*** Begin section ***

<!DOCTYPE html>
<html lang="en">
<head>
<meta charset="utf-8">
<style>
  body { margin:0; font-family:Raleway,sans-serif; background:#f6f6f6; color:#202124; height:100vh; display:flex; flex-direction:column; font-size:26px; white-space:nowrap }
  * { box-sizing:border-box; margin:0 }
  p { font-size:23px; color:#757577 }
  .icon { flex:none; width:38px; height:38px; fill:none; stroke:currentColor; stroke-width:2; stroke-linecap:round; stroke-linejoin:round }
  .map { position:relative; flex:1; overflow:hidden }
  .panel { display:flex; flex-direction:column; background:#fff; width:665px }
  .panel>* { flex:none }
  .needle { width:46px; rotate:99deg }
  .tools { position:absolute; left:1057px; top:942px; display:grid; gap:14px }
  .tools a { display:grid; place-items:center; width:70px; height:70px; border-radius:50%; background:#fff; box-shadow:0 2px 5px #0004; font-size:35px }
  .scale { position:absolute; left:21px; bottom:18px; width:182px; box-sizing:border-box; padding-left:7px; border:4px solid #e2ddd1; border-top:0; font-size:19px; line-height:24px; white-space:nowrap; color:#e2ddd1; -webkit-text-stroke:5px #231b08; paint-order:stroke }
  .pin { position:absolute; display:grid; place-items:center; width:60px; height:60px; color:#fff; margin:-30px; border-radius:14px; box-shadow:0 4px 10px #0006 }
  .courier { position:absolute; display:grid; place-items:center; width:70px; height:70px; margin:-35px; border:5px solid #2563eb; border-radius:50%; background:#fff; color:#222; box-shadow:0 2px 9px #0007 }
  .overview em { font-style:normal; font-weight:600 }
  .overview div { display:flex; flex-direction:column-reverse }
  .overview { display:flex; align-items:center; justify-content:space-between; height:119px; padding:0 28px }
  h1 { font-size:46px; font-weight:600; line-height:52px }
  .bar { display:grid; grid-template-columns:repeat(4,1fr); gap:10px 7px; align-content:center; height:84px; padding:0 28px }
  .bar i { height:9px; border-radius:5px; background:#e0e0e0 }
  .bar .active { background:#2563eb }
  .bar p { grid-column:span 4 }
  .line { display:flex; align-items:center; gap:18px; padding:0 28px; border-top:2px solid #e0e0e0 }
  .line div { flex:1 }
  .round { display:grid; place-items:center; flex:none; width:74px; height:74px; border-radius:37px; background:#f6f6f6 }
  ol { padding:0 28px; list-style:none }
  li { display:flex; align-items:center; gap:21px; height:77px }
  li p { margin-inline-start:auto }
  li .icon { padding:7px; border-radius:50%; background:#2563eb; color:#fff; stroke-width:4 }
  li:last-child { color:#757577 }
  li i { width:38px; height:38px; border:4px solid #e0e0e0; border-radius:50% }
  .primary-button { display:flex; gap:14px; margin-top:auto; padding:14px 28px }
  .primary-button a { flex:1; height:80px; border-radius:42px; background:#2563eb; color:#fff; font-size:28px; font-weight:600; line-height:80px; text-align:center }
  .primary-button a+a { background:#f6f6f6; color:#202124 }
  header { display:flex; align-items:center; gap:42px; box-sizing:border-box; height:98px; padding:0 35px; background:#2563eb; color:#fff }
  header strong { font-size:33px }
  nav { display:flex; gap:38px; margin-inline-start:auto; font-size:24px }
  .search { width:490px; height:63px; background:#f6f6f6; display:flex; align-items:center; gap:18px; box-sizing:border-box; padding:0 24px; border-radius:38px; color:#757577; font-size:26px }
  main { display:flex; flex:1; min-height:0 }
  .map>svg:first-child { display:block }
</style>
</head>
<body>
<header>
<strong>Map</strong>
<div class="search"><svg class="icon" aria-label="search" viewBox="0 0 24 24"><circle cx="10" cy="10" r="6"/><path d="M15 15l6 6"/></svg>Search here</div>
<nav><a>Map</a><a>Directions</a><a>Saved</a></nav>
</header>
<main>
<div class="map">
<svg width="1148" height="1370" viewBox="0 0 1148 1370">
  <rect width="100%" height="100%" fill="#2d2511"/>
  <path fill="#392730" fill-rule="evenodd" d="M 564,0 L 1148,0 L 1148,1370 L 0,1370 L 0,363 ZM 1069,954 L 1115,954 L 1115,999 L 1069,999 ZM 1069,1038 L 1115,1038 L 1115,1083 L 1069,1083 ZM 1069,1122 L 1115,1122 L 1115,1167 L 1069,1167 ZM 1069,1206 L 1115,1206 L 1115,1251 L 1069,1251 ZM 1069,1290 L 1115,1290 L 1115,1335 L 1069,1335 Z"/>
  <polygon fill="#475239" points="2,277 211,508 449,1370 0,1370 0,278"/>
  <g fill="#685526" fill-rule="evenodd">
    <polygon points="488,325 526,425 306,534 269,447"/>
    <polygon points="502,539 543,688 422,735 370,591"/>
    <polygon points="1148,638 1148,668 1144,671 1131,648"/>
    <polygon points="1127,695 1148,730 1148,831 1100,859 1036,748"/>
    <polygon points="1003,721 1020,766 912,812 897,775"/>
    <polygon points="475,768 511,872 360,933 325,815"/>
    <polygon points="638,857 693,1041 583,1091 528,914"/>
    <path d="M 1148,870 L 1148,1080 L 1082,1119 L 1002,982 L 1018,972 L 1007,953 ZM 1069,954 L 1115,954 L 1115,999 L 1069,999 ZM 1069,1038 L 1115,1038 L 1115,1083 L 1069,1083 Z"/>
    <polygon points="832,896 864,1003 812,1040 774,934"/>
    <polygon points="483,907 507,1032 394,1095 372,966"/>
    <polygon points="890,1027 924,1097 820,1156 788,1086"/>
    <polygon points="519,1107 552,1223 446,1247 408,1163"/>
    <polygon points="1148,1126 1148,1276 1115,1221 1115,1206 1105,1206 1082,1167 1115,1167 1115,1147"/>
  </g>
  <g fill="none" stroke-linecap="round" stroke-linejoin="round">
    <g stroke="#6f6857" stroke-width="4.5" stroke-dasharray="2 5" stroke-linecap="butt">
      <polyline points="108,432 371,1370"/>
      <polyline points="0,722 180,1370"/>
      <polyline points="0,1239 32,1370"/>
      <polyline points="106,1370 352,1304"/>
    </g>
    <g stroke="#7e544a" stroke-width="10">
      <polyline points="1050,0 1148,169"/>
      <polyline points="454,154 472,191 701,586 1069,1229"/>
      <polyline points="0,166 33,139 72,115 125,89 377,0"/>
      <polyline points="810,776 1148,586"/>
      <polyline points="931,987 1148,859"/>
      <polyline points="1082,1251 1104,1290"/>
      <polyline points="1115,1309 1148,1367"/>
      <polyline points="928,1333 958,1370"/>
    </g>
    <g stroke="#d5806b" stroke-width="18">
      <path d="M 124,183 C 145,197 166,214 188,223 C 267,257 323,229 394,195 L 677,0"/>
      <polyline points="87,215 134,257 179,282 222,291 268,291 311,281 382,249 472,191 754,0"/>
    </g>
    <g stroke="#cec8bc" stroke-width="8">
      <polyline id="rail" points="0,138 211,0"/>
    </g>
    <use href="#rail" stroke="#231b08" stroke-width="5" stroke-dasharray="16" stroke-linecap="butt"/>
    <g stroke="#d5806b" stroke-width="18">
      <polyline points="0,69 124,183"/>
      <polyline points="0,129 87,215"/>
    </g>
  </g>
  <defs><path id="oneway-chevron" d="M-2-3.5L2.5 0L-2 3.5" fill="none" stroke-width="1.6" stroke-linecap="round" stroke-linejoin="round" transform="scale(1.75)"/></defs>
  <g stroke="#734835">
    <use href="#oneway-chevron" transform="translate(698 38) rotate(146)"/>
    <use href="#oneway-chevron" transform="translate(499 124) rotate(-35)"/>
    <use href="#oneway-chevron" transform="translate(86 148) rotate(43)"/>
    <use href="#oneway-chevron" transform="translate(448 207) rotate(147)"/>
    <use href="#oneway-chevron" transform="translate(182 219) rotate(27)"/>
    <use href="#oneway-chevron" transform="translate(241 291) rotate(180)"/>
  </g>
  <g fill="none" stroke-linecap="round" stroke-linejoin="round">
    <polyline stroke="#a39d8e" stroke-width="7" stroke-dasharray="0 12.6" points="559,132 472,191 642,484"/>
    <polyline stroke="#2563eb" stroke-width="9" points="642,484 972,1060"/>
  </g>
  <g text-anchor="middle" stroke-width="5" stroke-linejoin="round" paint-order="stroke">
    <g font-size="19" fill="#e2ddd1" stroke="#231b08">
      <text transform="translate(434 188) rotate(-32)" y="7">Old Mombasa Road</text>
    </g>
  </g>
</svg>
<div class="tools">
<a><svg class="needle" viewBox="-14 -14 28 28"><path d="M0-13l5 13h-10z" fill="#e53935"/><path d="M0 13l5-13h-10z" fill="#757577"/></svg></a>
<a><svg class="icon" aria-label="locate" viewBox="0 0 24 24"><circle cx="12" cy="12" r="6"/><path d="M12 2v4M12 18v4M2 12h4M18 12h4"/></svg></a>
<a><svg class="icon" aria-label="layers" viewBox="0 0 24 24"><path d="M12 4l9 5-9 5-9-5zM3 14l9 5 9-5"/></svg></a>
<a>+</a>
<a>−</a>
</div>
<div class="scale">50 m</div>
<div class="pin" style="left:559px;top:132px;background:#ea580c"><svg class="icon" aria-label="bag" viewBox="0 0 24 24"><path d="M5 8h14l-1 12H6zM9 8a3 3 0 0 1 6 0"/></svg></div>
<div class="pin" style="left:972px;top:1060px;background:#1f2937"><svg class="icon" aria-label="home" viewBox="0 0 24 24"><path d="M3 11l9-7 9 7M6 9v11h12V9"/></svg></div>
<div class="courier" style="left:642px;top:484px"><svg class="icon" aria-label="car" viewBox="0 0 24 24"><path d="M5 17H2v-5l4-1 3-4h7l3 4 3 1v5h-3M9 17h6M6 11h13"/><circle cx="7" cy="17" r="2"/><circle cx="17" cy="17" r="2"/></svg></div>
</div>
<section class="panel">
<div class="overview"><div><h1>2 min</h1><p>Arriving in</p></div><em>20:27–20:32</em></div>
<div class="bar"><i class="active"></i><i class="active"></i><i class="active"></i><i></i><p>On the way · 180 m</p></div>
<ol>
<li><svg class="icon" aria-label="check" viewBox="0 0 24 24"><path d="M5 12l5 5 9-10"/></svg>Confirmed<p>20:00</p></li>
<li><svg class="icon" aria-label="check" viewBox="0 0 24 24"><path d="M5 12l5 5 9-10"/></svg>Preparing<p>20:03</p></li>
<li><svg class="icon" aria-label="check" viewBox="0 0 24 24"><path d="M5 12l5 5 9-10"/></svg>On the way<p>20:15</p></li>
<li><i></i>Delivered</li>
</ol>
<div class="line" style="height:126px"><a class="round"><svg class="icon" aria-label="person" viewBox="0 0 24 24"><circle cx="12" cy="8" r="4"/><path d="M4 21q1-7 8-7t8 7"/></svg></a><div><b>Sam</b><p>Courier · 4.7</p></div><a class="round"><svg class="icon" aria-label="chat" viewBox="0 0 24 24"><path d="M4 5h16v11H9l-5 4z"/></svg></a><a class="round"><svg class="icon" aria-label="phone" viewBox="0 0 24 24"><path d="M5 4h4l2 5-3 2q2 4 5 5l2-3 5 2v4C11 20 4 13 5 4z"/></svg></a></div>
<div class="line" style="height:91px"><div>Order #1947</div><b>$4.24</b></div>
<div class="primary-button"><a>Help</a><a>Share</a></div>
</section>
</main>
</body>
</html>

*** End section ***

Exercise aim = Your answer should be one number: how many lines of the records hold "strong".

Answer for this exercise = 2